Virtru
- Company type: Private
- Founded: 2012
- Founder: John Ackerly Will Ackerly
- Headquarters: Washington, DC
- Services: Email encryption
- Website: www.virtru.com

= Virtru =

Online privacy provider

Virtru is a global data encryption and digital privacy provider founded in 2012. The company is headquartered in Washington, D.C.

==History==
Virtru was co-founded by CEO John Ackerly and his brother and CTO, Will Ackerly, in 2012.

While working in national security, the co-founders experienced the unmet necessity for secure sharing firsthand. As a White House policy advisor during 9/11, John saw how secure data sharing and collaboration could have helped connect the dots and save lives. Will spent eight years at the National Security Agency (NSA) where he specialized in cloud analytic and security architecture and experienced similar frustrations with data silos in the intelligence community. During his tenure at the NSA, Will created the Trusted Data Format (TDF)' so analysts and operators could confidently share data and collaborate across organizations.'

==Funding==
Virtru is privately funded with investments from ICONIQ Capital, Bessemer Venture Partners and other private investors. Iconiq Capital's founding partner, Will Griffith, and Bessemer partner David Cowan, co-founder of Verisign, serve on the company’s board of directors.
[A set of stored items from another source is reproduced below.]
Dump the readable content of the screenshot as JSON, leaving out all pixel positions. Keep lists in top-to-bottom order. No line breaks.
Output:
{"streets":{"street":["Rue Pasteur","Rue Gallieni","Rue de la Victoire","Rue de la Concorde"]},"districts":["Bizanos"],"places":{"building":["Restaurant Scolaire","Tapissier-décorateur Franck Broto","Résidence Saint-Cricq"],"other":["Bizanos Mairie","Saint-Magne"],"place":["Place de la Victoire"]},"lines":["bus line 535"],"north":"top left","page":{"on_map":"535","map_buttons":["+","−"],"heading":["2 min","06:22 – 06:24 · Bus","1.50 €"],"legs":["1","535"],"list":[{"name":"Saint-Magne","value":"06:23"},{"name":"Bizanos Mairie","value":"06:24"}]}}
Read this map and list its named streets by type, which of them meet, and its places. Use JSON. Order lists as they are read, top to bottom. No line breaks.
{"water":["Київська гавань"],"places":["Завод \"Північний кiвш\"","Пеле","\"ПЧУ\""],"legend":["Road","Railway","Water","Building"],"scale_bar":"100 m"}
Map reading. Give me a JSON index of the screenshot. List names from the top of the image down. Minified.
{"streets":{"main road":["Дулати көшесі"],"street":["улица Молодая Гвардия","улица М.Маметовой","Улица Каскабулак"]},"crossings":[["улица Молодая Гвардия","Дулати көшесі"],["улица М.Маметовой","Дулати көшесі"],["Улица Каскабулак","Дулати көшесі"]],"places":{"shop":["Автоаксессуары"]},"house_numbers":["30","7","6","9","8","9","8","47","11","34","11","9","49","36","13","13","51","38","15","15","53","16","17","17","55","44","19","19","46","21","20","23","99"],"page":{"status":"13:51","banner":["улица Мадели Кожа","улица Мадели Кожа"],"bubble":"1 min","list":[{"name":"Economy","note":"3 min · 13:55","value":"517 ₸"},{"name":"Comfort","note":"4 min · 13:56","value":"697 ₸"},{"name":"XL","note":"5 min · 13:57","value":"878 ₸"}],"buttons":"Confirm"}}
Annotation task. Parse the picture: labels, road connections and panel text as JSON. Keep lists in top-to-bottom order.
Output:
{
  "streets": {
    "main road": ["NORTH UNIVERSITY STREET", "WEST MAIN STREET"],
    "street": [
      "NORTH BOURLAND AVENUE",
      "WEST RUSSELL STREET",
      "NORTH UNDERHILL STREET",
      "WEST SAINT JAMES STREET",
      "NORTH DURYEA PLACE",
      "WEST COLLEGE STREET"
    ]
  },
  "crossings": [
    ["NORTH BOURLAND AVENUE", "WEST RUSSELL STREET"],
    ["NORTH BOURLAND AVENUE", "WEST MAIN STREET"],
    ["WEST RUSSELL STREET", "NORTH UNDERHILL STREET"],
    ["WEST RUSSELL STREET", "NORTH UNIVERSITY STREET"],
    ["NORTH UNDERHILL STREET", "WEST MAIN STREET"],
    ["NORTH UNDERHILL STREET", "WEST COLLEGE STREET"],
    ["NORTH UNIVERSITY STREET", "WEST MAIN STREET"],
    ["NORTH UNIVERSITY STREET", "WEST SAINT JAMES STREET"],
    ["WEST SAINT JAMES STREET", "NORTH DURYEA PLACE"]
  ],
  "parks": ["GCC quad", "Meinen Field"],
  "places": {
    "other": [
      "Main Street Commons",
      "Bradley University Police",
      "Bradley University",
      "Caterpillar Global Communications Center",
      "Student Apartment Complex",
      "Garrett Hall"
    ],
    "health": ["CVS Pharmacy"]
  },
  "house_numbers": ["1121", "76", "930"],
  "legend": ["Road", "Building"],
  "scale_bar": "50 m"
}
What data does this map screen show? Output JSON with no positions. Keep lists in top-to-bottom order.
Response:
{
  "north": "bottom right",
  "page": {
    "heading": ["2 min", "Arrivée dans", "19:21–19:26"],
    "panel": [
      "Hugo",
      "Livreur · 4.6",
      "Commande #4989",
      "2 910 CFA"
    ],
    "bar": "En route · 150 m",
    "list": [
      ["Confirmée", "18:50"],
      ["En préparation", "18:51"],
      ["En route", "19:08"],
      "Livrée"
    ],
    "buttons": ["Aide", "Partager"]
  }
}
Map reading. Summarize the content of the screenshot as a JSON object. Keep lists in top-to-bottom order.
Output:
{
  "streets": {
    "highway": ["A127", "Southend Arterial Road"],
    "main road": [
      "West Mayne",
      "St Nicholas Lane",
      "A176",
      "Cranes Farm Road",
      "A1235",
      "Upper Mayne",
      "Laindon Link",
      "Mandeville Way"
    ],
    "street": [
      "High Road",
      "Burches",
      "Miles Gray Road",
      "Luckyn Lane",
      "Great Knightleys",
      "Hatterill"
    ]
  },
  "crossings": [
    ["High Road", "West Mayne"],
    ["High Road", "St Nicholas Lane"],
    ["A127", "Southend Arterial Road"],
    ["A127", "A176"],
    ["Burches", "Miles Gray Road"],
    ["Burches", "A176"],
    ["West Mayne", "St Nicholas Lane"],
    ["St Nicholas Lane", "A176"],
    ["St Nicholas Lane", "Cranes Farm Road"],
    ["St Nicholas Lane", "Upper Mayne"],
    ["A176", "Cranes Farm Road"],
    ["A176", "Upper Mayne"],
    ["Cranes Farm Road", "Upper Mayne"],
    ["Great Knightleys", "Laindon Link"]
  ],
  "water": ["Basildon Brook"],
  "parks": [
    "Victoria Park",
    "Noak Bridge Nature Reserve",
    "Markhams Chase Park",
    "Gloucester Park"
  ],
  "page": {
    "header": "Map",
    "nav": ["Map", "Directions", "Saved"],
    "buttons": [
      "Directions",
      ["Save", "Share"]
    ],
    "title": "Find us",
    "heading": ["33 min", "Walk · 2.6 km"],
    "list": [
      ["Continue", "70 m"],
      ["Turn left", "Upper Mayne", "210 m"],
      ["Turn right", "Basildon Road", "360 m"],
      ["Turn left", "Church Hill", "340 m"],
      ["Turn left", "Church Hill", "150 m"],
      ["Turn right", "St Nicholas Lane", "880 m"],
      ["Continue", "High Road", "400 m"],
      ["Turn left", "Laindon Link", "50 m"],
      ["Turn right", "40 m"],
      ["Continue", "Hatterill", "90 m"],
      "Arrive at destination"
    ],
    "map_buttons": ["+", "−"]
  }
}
Sonatype CEO and Former CEO at Sourcefire, Wayne Jackson, and Authentic8 CEO, Scott Petry, who founded the email security company Postini, are also Virtru board members.

On August 22, 2016, Virtru announced that it closed a $29 million Series A funding' led by Bessemer Venture Partners with New Enterprise Associates, Soros Fund Management, Haystack Partners, Quadrant Capital Advisors, and Blue Delta Capital also participating in the round. On May 31, 2018, Virtru announced a $37 million Series B round led by Iconiq Capital with participation from returning investors Bessemer Venture Partners, New Enterprise Associates, Samsung, Blue Delta Capital, and Soros Fund Management.